Data extracted from a collection
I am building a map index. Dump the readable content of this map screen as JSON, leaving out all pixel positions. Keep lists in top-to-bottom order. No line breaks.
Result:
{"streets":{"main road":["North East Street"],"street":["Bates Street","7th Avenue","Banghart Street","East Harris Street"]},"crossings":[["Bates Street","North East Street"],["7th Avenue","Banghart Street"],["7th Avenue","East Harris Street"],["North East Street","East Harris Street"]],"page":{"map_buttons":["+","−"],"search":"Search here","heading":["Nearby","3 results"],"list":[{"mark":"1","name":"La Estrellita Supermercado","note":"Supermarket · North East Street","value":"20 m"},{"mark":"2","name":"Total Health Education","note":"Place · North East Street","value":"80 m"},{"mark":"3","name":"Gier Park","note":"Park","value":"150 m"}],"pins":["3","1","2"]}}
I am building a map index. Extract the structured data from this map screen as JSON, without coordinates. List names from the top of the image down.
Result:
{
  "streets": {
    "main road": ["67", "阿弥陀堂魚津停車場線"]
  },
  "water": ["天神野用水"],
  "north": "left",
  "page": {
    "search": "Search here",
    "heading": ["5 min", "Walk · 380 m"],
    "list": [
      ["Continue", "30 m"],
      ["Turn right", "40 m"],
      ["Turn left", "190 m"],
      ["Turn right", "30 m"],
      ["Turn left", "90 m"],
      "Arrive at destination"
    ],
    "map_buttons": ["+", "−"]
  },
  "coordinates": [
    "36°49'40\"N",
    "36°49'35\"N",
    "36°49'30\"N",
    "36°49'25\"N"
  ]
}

ASSIGNMENT: On how many lines of the data does the word "JSON" appear? Reply with the number alone.

SOLUTION TO THIS TASK: 2